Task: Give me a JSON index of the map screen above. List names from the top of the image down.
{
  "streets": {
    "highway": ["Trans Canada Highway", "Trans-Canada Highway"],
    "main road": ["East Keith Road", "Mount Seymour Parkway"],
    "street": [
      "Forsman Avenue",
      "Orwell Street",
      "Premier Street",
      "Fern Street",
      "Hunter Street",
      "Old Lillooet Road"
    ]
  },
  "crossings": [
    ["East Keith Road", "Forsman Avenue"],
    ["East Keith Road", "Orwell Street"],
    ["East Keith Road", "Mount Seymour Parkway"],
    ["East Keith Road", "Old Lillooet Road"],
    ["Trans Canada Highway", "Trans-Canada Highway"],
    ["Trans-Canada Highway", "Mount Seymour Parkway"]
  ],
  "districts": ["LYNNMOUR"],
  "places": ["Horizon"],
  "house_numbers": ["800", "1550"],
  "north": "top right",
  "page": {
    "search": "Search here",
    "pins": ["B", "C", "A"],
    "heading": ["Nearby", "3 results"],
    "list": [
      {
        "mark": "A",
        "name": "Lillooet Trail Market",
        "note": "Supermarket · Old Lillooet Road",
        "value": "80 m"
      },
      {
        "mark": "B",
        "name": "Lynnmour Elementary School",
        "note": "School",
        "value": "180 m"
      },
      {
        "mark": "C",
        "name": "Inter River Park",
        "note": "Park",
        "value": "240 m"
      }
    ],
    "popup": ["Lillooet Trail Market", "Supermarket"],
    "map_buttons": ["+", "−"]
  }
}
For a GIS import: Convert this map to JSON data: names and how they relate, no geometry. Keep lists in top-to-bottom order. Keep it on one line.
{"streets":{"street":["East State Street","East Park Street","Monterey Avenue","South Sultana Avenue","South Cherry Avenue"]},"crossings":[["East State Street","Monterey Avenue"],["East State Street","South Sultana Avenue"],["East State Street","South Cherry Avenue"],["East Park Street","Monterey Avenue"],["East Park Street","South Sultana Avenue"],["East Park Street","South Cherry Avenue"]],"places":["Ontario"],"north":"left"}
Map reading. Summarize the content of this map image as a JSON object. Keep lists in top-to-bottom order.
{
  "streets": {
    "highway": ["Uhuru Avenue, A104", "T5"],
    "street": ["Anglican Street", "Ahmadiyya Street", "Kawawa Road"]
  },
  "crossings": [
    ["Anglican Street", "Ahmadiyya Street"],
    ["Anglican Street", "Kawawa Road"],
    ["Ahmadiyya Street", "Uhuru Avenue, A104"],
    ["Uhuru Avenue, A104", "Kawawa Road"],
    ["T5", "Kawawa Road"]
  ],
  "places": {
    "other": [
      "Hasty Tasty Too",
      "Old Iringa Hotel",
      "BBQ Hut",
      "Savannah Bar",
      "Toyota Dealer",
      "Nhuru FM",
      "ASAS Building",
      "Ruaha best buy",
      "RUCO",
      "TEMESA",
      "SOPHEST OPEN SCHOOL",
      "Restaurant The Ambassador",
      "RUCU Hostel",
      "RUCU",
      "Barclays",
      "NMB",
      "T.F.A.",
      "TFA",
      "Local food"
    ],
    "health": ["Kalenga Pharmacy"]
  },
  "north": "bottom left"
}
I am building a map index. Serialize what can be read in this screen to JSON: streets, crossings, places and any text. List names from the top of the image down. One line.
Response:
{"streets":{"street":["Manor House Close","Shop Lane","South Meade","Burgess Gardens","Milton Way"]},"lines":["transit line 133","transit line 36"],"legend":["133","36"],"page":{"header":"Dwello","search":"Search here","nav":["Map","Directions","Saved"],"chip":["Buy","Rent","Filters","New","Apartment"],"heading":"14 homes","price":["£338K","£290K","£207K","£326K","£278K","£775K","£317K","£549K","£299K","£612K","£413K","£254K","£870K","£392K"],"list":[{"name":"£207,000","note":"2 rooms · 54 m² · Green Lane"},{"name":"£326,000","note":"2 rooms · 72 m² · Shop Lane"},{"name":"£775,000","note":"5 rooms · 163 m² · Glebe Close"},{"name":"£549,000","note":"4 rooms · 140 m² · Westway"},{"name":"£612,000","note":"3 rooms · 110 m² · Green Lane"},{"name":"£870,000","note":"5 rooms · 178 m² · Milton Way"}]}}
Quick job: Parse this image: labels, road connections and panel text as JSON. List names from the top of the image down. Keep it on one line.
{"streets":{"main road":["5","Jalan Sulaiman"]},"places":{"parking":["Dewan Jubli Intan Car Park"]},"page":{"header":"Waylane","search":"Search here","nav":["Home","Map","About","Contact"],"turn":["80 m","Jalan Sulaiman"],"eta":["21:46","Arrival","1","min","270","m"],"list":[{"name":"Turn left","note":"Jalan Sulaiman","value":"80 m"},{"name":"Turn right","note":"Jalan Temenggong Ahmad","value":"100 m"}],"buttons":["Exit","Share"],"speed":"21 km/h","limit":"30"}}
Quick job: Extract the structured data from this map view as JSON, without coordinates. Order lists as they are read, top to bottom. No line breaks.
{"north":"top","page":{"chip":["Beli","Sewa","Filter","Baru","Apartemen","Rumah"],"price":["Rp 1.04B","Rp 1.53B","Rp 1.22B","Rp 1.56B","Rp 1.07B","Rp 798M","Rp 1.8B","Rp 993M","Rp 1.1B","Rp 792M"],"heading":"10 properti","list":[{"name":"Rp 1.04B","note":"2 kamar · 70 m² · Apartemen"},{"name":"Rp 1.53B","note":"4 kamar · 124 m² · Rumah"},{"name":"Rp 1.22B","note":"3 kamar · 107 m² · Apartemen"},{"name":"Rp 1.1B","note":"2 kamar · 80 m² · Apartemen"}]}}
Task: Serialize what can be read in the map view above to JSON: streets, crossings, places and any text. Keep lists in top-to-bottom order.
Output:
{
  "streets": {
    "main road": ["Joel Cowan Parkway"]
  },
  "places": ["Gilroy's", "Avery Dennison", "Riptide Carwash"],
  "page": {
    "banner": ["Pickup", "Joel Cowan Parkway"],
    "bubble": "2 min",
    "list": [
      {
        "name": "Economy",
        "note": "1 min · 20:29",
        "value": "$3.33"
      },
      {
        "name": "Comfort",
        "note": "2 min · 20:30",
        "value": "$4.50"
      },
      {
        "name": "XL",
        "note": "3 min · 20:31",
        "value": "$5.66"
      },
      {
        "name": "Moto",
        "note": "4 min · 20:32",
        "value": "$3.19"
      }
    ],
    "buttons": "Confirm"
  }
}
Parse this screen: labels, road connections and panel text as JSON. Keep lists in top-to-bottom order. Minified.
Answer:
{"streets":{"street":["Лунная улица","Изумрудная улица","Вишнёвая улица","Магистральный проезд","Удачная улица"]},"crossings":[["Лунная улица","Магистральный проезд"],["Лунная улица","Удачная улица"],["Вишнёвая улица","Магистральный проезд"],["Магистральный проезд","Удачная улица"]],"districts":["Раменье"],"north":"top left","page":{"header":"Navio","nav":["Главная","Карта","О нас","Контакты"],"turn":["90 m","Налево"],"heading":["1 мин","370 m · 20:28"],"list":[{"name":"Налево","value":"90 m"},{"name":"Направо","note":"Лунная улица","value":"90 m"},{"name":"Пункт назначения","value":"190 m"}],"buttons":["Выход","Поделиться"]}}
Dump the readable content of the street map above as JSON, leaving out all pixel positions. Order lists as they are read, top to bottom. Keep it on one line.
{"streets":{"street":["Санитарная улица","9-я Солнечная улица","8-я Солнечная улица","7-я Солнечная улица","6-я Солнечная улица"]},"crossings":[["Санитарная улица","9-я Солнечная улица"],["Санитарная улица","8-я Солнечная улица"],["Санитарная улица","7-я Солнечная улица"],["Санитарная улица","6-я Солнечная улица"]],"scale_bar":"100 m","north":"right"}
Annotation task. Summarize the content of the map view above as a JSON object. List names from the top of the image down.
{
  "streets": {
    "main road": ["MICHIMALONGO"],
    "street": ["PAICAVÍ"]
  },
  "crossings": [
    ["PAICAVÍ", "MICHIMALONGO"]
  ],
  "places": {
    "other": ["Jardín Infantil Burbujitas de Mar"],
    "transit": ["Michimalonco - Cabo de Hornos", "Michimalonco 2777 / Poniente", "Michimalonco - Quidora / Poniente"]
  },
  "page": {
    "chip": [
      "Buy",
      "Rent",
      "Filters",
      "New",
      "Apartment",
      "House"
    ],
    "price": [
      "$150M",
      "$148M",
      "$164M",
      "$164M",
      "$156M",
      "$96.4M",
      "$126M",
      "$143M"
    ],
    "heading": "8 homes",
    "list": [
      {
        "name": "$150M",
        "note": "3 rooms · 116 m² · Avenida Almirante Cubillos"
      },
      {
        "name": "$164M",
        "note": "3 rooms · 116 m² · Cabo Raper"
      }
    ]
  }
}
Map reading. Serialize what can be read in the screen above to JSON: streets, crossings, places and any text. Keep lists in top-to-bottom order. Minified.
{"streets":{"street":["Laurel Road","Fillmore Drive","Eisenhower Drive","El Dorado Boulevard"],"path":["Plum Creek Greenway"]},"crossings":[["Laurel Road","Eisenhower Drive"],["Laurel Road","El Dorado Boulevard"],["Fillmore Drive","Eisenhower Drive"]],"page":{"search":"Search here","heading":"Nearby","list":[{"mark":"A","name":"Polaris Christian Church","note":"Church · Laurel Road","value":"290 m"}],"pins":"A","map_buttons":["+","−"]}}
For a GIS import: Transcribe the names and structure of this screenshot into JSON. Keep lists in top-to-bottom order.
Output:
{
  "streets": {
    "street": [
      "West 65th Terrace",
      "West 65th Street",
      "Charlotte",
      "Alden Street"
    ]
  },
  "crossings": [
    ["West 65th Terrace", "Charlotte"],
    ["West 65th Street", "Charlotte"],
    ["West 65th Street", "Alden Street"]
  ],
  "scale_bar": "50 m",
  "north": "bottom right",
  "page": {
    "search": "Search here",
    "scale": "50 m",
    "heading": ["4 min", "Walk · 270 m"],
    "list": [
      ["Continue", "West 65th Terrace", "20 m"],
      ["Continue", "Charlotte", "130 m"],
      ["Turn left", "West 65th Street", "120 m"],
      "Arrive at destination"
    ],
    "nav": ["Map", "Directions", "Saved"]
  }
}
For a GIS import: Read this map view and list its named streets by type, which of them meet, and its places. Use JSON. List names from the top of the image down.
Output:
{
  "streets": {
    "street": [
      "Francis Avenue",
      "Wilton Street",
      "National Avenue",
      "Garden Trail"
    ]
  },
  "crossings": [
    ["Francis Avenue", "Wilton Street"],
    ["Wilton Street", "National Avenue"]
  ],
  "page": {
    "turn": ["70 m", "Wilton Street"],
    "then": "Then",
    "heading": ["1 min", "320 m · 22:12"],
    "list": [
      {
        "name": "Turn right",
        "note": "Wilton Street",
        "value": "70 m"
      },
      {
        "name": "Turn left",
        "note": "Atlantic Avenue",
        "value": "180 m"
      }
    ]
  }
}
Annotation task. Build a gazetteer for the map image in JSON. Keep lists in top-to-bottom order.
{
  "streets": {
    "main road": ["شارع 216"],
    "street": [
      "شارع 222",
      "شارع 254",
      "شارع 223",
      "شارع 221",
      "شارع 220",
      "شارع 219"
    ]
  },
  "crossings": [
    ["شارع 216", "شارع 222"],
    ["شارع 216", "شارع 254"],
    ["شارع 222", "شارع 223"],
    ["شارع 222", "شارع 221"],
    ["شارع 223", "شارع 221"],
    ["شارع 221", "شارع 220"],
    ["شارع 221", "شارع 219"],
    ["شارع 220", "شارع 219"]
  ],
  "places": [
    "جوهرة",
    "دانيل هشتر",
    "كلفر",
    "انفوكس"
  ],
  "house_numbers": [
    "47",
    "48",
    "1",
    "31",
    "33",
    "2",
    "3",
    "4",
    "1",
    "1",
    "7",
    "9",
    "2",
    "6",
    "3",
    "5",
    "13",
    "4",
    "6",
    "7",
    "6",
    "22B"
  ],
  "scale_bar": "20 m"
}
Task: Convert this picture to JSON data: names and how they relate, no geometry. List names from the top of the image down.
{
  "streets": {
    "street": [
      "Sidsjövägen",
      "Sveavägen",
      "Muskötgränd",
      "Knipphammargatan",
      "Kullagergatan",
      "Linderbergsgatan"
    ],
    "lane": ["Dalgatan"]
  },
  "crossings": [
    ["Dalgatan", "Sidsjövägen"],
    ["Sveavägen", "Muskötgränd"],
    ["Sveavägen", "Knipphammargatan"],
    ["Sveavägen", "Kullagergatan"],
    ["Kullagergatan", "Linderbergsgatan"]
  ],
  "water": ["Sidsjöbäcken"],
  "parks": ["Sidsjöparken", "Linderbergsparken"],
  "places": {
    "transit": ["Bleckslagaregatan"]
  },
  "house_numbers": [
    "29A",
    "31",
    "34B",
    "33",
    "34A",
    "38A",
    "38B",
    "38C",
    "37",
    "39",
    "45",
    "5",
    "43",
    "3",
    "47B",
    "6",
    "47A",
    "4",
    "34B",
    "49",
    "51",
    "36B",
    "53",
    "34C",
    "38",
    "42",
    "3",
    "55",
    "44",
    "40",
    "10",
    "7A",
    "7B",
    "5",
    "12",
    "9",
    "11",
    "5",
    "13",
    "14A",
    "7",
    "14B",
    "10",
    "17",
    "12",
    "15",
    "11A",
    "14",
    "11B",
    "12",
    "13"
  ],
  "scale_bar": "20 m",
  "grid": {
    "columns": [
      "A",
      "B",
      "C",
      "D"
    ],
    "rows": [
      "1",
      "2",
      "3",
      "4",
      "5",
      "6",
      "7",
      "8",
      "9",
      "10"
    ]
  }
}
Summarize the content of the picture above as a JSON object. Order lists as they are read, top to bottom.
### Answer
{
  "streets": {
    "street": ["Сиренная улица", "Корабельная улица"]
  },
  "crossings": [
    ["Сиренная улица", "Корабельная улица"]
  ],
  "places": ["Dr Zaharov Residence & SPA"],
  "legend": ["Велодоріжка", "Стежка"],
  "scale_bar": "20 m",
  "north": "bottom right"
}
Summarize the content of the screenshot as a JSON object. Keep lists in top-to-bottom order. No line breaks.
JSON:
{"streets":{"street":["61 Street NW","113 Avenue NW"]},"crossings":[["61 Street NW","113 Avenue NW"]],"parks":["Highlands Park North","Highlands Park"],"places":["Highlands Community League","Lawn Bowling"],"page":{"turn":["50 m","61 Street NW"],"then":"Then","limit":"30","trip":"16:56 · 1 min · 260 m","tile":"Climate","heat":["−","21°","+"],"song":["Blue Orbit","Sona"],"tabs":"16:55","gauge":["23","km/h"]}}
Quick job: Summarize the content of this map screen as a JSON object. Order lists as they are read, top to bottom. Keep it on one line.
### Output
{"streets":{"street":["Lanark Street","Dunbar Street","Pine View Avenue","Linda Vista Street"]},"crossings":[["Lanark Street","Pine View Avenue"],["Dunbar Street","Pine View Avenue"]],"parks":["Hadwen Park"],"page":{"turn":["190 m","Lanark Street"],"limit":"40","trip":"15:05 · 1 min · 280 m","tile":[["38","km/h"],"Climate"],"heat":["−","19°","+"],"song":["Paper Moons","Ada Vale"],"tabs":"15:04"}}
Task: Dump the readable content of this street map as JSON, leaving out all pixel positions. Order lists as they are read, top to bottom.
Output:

# # # # # # #

Your goal: Those lines of the records that contain the string "screenshot" should be identified and copied.

Solution for this task:
For a GIS import: Transcribe the names and structure of this screenshot into JSON. Keep lists in top-to-bottom order.
Summarize the content of the screenshot as a JSON object. Keep lists in top-to-bottom order. No line breaks.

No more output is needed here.